Exercise: From the first line of the data below through the line holding "0 #634f7b) drop-shadow(-2px", output each line exactly and leave the pictures out.
*** Dataset records
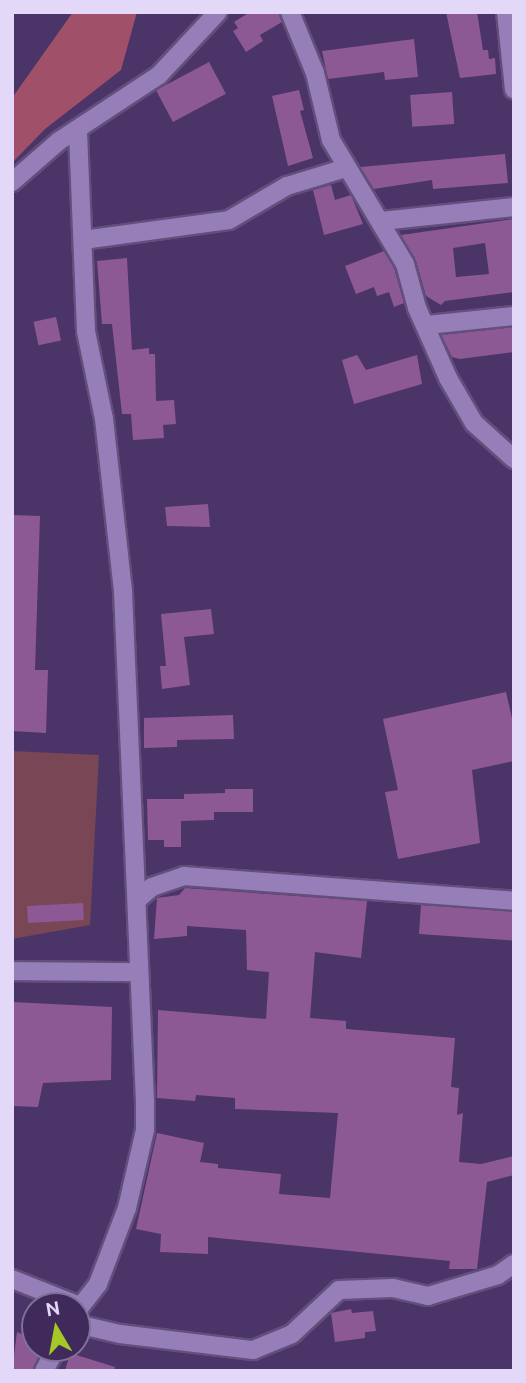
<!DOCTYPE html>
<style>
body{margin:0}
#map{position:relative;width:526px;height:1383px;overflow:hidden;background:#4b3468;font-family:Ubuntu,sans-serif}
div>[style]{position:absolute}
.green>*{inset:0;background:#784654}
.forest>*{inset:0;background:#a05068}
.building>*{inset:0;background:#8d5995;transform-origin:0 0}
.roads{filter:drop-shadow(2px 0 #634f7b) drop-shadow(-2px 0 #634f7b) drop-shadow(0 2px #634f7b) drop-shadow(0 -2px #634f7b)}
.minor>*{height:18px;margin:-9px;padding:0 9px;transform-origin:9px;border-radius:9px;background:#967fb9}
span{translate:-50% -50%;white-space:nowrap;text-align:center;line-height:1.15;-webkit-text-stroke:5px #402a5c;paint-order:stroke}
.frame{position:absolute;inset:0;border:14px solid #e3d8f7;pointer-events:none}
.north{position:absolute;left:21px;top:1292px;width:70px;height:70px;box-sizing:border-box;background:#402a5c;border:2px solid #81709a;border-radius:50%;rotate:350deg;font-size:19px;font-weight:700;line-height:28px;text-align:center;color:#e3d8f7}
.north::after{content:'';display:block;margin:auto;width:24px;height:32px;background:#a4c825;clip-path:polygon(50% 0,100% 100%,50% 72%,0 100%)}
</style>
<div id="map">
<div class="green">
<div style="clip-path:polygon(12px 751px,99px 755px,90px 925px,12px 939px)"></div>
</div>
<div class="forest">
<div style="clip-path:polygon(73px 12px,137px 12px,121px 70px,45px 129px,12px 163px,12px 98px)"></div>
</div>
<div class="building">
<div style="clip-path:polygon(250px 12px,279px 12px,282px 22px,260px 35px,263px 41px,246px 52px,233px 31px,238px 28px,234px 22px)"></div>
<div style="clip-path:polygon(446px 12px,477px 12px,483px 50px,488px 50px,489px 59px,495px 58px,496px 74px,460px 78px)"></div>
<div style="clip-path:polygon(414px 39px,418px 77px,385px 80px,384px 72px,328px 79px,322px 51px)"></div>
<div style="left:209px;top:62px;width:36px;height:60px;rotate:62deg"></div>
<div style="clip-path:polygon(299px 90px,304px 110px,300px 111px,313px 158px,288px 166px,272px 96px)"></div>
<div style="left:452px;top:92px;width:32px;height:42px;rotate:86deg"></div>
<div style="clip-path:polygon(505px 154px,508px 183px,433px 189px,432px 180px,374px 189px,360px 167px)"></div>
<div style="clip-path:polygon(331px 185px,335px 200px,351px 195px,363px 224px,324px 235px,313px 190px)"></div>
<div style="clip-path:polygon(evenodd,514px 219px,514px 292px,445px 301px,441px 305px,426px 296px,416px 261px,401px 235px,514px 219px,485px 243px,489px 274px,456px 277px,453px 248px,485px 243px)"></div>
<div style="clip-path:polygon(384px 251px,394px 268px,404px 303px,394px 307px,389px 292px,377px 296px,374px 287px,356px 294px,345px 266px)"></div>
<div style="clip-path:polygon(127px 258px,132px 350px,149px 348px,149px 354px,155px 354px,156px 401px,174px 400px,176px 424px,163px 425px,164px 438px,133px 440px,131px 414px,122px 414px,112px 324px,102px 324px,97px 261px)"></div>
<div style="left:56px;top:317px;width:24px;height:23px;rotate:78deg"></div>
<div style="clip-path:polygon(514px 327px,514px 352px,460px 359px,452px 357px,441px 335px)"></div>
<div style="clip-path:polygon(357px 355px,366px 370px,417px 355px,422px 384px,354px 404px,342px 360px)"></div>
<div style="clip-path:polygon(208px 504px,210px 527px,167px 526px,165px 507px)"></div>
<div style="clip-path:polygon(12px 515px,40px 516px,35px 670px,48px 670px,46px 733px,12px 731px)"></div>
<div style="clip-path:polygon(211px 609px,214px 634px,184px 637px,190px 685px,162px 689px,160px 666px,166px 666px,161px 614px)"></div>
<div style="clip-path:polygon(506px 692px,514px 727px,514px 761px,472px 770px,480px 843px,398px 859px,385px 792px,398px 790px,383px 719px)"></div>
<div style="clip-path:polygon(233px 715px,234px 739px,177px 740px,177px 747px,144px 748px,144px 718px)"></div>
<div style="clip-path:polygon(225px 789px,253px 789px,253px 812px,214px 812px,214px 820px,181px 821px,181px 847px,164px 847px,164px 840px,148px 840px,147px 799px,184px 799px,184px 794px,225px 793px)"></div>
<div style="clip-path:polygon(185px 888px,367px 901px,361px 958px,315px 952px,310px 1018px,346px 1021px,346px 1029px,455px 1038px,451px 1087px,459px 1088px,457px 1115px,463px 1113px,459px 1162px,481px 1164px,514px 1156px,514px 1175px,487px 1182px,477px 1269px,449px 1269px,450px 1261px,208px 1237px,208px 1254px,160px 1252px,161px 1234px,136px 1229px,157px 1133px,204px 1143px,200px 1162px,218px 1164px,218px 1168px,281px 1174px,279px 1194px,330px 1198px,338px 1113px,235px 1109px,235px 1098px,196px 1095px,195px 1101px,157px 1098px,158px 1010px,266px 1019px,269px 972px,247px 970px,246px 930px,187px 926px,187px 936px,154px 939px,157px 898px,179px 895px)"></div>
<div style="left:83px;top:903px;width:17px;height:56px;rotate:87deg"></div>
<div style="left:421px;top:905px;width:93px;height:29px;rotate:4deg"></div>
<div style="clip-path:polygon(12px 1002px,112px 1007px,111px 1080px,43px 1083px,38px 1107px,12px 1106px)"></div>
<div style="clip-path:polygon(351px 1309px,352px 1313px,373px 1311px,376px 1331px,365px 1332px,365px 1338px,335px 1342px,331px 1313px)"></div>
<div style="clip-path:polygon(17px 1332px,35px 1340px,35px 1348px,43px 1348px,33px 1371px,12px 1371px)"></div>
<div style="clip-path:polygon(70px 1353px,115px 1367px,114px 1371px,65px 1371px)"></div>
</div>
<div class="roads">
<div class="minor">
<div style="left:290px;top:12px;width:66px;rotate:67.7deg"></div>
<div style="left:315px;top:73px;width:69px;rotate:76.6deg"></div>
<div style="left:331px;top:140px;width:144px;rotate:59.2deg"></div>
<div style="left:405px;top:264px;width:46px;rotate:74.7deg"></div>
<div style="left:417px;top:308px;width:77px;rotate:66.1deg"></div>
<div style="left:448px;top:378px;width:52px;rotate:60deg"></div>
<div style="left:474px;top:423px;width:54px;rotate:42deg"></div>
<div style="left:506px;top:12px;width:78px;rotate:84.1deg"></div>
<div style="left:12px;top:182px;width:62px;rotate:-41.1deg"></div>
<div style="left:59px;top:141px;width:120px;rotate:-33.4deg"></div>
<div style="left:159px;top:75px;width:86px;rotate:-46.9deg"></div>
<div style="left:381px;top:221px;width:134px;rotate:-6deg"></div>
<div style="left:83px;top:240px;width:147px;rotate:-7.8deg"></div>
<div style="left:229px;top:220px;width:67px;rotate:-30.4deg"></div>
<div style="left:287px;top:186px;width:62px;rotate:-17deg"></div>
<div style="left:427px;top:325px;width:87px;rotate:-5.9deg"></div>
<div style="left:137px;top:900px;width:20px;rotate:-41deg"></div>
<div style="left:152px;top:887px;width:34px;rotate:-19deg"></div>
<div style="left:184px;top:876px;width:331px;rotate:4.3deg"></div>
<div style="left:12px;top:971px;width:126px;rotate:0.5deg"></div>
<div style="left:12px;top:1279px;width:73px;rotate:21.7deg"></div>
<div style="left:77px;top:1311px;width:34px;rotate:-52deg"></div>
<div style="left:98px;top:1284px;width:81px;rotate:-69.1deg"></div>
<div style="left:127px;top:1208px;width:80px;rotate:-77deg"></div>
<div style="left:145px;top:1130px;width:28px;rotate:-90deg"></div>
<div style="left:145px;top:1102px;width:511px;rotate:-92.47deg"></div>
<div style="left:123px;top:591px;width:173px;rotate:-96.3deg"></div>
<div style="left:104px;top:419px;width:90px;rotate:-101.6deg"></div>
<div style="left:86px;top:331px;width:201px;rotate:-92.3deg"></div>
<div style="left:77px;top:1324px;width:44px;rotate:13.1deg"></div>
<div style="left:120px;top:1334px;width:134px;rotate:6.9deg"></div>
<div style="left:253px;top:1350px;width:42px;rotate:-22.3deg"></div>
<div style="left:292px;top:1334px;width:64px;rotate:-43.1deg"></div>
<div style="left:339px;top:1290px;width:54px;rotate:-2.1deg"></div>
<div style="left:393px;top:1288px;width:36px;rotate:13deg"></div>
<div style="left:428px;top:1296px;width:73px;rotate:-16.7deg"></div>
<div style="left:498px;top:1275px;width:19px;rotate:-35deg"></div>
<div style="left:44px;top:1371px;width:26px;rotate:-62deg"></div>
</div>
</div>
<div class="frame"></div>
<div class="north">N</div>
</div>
******
Output for this task:
<!DOCTYPE html>
<style>
body{margin:0}
#map{position:relative;width:526px;height:1383px;overflow:hidden;background:#4b3468;font-family:Ubuntu,sans-serif}
div>[style]{position:absolute}
.green>*{inset:0;background:#784654}
.forest>*{inset:0;background:#a05068}
.building>*{inset:0;background:#8d5995;transform-origin:0 0}
.roads{filter:drop-shadow(2px 0 #634f7b) drop-shadow(-2px 0 #634f7b) drop-shadow(0 2px #634f7b) drop-shadow(0 -2px #634f7b)}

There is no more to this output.